● **Assignment**: Include in the reply only the lines from the start of the data below through the line containing "364px,1335px 366px,1338px 392px,1307px", reproduced exactly and with no pictures.

(Collected data entries)
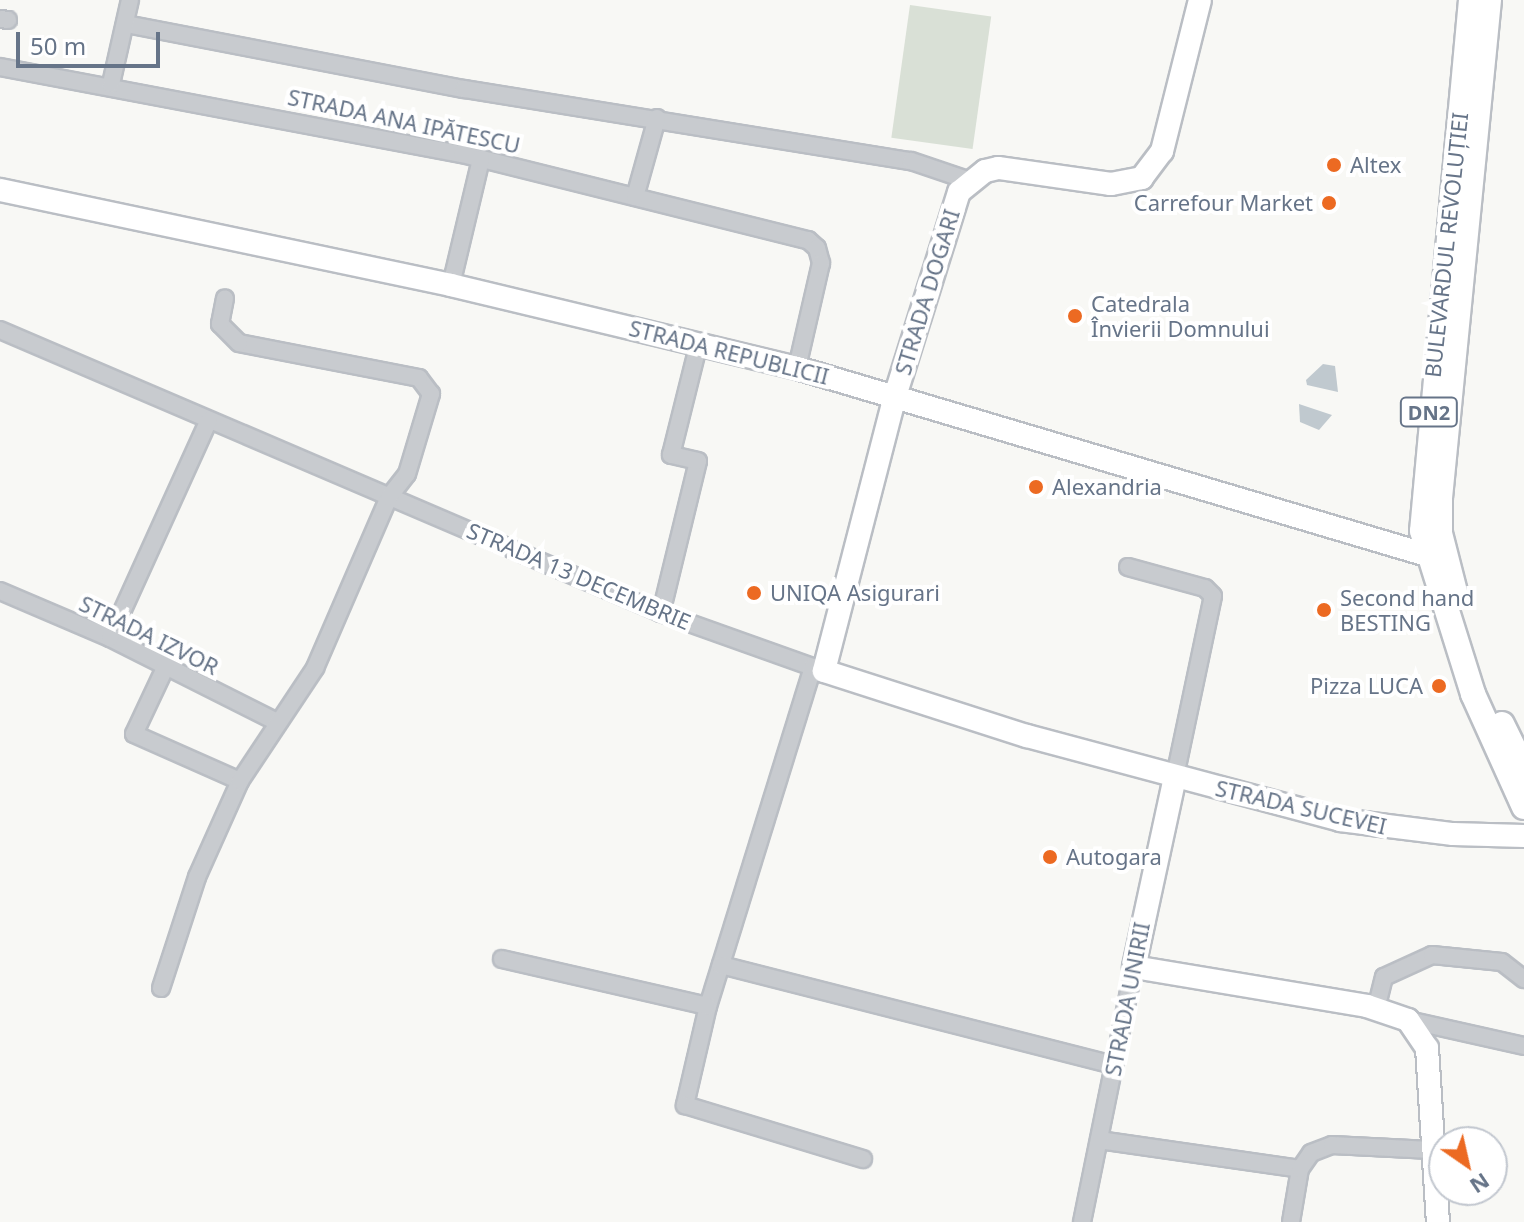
<!DOCTYPE html>
<meta charset="utf-8">
<style>
body{margin:0}
#map{position:relative;width:1524px;height:1222px;overflow:hidden;background:#f8f8f5;font-family:"Noto Sans",sans-serif}
div>[style]{position:absolute}
.green>*{inset:0;background:#d9e0d6;transform-origin:0 0}
.water>*{inset:0;background:#c0c9cf}
.roads{filter:drop-shadow(2px 0 #babec4) drop-shadow(-2px 0 #babec4) drop-shadow(0 2px #babec4) drop-shadow(0 -2px #babec4)}
.street>*{height:16px;margin:-8px;padding:0 8px;transform-origin:8px;border-radius:8px;background:#c8cbcf}
.secondary>*{height:22px;margin:-11px;padding:0 11px;transform-origin:11px;border-radius:11px;background:#fff}
.primary>*{height:24px;margin:-12px;padding:0 12px;transform-origin:12px;border-radius:12px;background:#fff}
.dots>*{width:22px;height:22px;translate:-50% -50%;box-sizing:border-box;border:4px solid #fff;border-radius:50%}
span{translate:-50% -50%;white-space:nowrap;text-align:center;line-height:1.15;-webkit-text-stroke:8px #fff;paint-order:stroke}
.shield-label span{padding:2px 6px;background:#fff;border:2px solid;border-radius:6px;-webkit-text-stroke-width:0}
.shield-label{font-size:20px;color:#667488;font-weight:700}
.street-label{font-size:22px;color:#667488}
.poi-label{font-size:22px;color:#667488}
.left{translate:0 -50%;text-align:left}
.right{translate:-100% -50%;text-align:right}
.north{position:absolute;left:1428px;top:1126px;width:80px;height:80px;box-sizing:border-box;background:#fff;border:2px solid #c2c7cf;border-radius:50%;rotate:146deg;font-size:22px;font-weight:700;line-height:32px;text-align:center;color:#667488}
.north::after{content:'';display:block;margin:auto;width:28px;height:36px;background:#ec6a22;clip-path:polygon(50% 0,100% 100%,50% 72%,0 100%)}
.scale{position:absolute;left:16px;top:32px;width:144px;height:36px;box-sizing:border-box;border:4px solid #667488;border-top:0;padding-left:10px;font-size:24px;line-height:28px;white-space:nowrap;color:#667488;-webkit-text-stroke:6px #fff;paint-order:stroke}
</style>
<div id="map">
<div class="green">
<div style="left:910px;top:5px;width:82px;height:134px;rotate:8deg"></div>
</div>
<div class="water">
<div style="clip-path:polygon(1323px 364px,1335px 366px,1338px 392px,1307px 385px,1306px 380px)"></div>
<div style="clip-path:polygon(1299px 404px,1332px 415px,1319px 430px,1300px 422px)"></div>
</div>
<div class="roads">
<div class="street">
<div style="left:0;top:19px;width:8px;rotate:7deg"></div>
<div style="left:126px;top:24px;width:344px;rotate:10.9deg"></div>
<div style="left:464px;top:89px;width:453px;rotate:9.2deg"></div>
<div style="left:911px;top:161px;width:62px;rotate:18.7deg"></div>
<div style="left:0;top:67px;width:470px;rotate:10.7deg"></div>
<div style="left:462px;top:154px;width:357px;rotate:14deg"></div>
<div style="left:808px;top:240px;width:12px;rotate:42deg"></div>
<div style="left:817px;top:248px;width:16px;rotate:75deg"></div>
<div style="left:821px;top:263px;width:108px;rotate:102.9deg"></div>
<div style="left:111px;top:84px;width:86px;rotate:-77.3deg"></div>
<div style="left:635px;top:197px;width:82px;rotate:-74.4deg"></div>
<div style="left:451px;top:285px;width:130px;rotate:-76.6deg"></div>
<div style="left:0;top:330px;width:719px;rotate:23.18deg"></div>
<div style="left:661px;top:613px;width:173px;rotate:19.6deg"></div>
<div style="left:1128px;top:567px;width:80px;rotate:15.3deg"></div>
<div style="left:1205px;top:588px;width:11px;rotate:45deg"></div>
<div style="left:1213px;top:596px;width:185px;rotate:101.9deg"></div>
<div style="left:0;top:591px;width:120px;rotate:23.1deg"></div>
<div style="left:110px;top:638px;width:187px;rotate:26.7deg"></div>
<div style="left:661px;top:613px;width:156px;rotate:-76.3deg"></div>
<div style="left:698px;top:461px;width:28px;rotate:-167deg"></div>
<div style="left:671px;top:455px;width:115px;rotate:-76deg"></div>
<div style="left:110px;top:638px;width:239px;rotate:-65.6deg"></div>
<div style="left:166px;top:666px;width:75px;rotate:115.2deg"></div>
<div style="left:134px;top:734px;width:116px;rotate:23.9deg"></div>
<div style="left:813px;top:667px;width:355px;rotate:107.2deg"></div>
<div style="left:708px;top:1006px;width:102px;rotate:103.1deg"></div>
<div style="left:685px;top:1105px;width:186px;rotate:16.9deg"></div>
<div style="left:502px;top:959px;width:211px;rotate:12.9deg"></div>
<div style="left:721px;top:965px;width:406px;rotate:14.3deg"></div>
<div style="left:161px;top:988px;width:117px;rotate:-72deg"></div>
<div style="left:197px;top:877px;width:105px;rotate:-65.9deg"></div>
<div style="left:240px;top:781px;width:136px;rotate:-56.4deg"></div>
<div style="left:315px;top:668px;width:186px;rotate:-66.6deg"></div>
<div style="left:389px;top:497px;width:29px;rotate:-52deg"></div>
<div style="left:407px;top:474px;width:84px;rotate:-73.3deg"></div>
<div style="left:431px;top:394px;width:20px;rotate:-127deg"></div>
<div style="left:419px;top:378px;width:183px;rotate:-169deg"></div>
<div style="left:239px;top:343px;width:27px;rotate:-135deg"></div>
<div style="left:220px;top:324px;width:26px;rotate:-79deg"></div>
<div style="left:1376px;top:1009px;width:33px;rotate:-76deg"></div>
<div style="left:1384px;top:977px;width:53px;rotate:-24.6deg"></div>
<div style="left:1432px;top:955px;width:70px;rotate:5.7deg"></div>
<div style="left:1502px;top:962px;width:28px;rotate:38deg"></div>
<div style="left:1408px;top:1020px;width:119px;rotate:12.6deg"></div>
<div style="left:1099px;top:1140px;width:203px;rotate:8.2deg"></div>
<div style="left:1082px;top:1222px;width:260px;rotate:-78.5deg"></div>
<div style="left:1291px;top:1222px;width:54px;rotate:-80.4deg"></div>
<div style="left:1300px;top:1169px;width:19px;rotate:-55deg"></div>
<div style="left:1311px;top:1153px;width:22px;rotate:-21deg"></div>
<div style="left:1332px;top:1145px;width:99px;rotate:2.9deg"></div>
</div>
<div class="secondary">
<div style="left:1200px;top:0;width:156px;rotate:104.1deg"></div>
<div style="left:1162px;top:151px;width:34px;rotate:127deg"></div>
<div style="left:1142px;top:178px;width:32px;rotate:169deg"></div>
<div style="left:1111px;top:184px;width:114px;rotate:-171.9deg"></div>
<div style="left:998px;top:168px;width:13px;rotate:167deg"></div>
<div style="left:985px;top:171px;width:33px;rotate:141deg"></div>
<div style="left:959px;top:192px;width:214px;rotate:107.4deg"></div>
<div style="left:895px;top:396px;width:284px;rotate:104.5deg"></div>
<div style="left:824px;top:671px;width:213px;rotate:17.8deg"></div>
<div style="left:1027px;top:736px;width:324px;rotate:15deg"></div>
<div style="left:1340px;top:820px;width:114px;rotate:7.1deg"></div>
<div style="left:1453px;top:834px;width:71px;rotate:1.6deg"></div>
<div style="left:0;top:190px;width:461px;rotate:11.9deg"></div>
<div style="left:451px;top:285px;width:356px;rotate:13.5deg"></div>
<div style="left:797px;top:368px;width:675px;rotate:16.53deg"></div>
<div style="left:1175px;top:777px;width:194px;rotate:102.2deg"></div>
<div style="left:1134px;top:967px;width:236px;rotate:9.5deg"></div>
<div style="left:1367px;top:1006px;width:43px;rotate:18.9deg"></div>
<div style="left:1408px;top:1020px;width:34px;rotate:56deg"></div>
<div style="left:1427px;top:1048px;width:174px;rotate:86.4deg"></div>
</div>
<div class="primary">
<div style="left:1471px;top:0;width:533px;rotate:95.27deg"></div>
<div style="left:1422px;top:531px;width:171px;rotate:72.6deg"></div>
<div style="left:1473px;top:694px;width:124px;rotate:65.7deg"></div>
<div style="left:1455px;top:592px;width:61px;rotate:-104.3deg"></div>
<div style="left:1440px;top:533px;width:35px;rotate:-90deg"></div>
<div style="left:1440px;top:498px;width:500px;rotate:-84.38deg"></div>
<div style="left:1502px;top:724px;width:50px;rotate:63.9deg"></div>
</div>
</div>
<div class="dots">
<div style="left:1334px;top:165px;background:#ec6a22"></div>
<div style="left:1329px;top:203px;background:#ec6a22"></div>
<div style="left:1075px;top:316px;background:#ec6a22"></div>
<div style="left:1036px;top:487px;background:#ec6a22"></div>
<div style="left:754px;top:593px;background:#ec6a22"></div>
<div style="left:1324px;top:610px;background:#ec6a22"></div>
<div style="left:1439px;top:686px;background:#ec6a22"></div>
<div style="left:1050px;top:857px;background:#ec6a22"></div>
</div>
<div class="shield-label">
<span style="left:1429px;top:412px">DN2</span>
</div>
<div class="street-label">
<span style="left:404px;top:121px;rotate:12deg">STRADA ANA IPĂTESCU</span>
<span style="left:1446px;top:245px;rotate:-84deg">BULEVARDUL REVOLUȚIEI</span>
<span style="left:927px;top:292px;rotate:-73deg">STRADA DOGARI</span>
<span style="left:729px;top:352px;rotate:14deg">STRADA REPUBLICII</span>
<span style="left:579px;top:576px;rotate:23deg">STRADA 13 DECEMBRIE</span>
<span style="left:149px;top:635px;rotate:26deg">STRADA IZVOR</span>
<span style="left:1301px;top:807px;rotate:13deg">STRADA SUCEVEI</span>
<span style="left:1127px;top:999px;rotate:-79deg">STRADA UNIRII</span>
</div>
<div class="poi-label">
<span class="left" style="left:1350px;top:165px">Altex</span>
<span class="right" style="left:1313px;top:203px">Carrefour Market</span>
<span class="left" style="left:1091px;top:316px">Catedrala<br>Învierii Domnului</span>
<span class="left" style="left:1052px;top:487px">Alexandria</span>
<span class="left" style="left:770px;top:593px">UNIQA Asigurari</span>
<span class="left" style="left:1340px;top:610px">Second hand<br>BESTING</span>
<span class="right" style="left:1423px;top:686px">Pizza LUCA</span>
<span class="left" style="left:1066px;top:857px">Autogara</span>
</div>
<div class="north">N</div>
<div class="scale">50 m</div>
</div>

● **Task answer**:
<!DOCTYPE html>
<meta charset="utf-8">
<style>
body{margin:0}
#map{position:relative;width:1524px;height:1222px;overflow:hidden;background:#f8f8f5;font-family:"Noto Sans",sans-serif}
div>[style]{position:absolute}
.green>*{inset:0;background:#d9e0d6;transform-origin:0 0}
.water>*{inset:0;background:#c0c9cf}
.roads{filter:drop-shadow(2px 0 #babec4) drop-shadow(-2px 0 #babec4) drop-shadow(0 2px #babec4) drop-shadow(0 -2px #babec4)}
.street>*{height:16px;margin:-8px;padding:0 8px;transform-origin:8px;border-radius:8px;background:#c8cbcf}
.secondary>*{height:22px;margin:-11px;padding:0 11px;transform-origin:11px;border-radius:11px;background:#fff}
.primary>*{height:24px;margin:-12px;padding:0 12px;transform-origin:12px;border-radius:12px;background:#fff}
.dots>*{width:22px;height:22px;translate:-50% -50%;box-sizing:border-box;border:4px solid #fff;border-radius:50%}
span{translate:-50% -50%;white-space:nowrap;text-align:center;line-height:1.15;-webkit-text-stroke:8px #fff;paint-order:stroke}
.shield-label span{padding:2px 6px;background:#fff;border:2px solid;border-radius:6px;-webkit-text-stroke-width:0}
.shield-label{font-size:20px;color:#667488;font-weight:700}
.street-label{font-size:22px;color:#667488}
.poi-label{font-size:22px;color:#667488}
.left{translate:0 -50%;text-align:left}
.right{translate:-100% -50%;text-align:right}
.north{position:absolute;left:1428px;top:1126px;width:80px;height:80px;box-sizing:border-box;background:#fff;border:2px solid #c2c7cf;border-radius:50%;rotate:146deg;font-size:22px;font-weight:700;line-height:32px;text-align:center;color:#667488}
.north::after{content:'';display:block;margin:auto;width:28px;height:36px;background:#ec6a22;clip-path:polygon(50% 0,100% 100%,50% 72%,0 100%)}
.scale{position:absolute;left:16px;top:32px;width:144px;height:36px;box-sizing:border-box;border:4px solid #667488;border-top:0;padding-left:10px;font-size:24px;line-height:28px;white-space:nowrap;color:#667488;-webkit-text-stroke:6px #fff;paint-order:stroke}
</style>
<div id="map">
<div class="green">
<div style="left:910px;top:5px;width:82px;height:134px;rotate:8deg"></div>
</div>
<div class="water">
<div style="clip-path:polygon(1323px 364px,1335px 366px,1338px 392px,1307px 385px,1306px 380px)"></div>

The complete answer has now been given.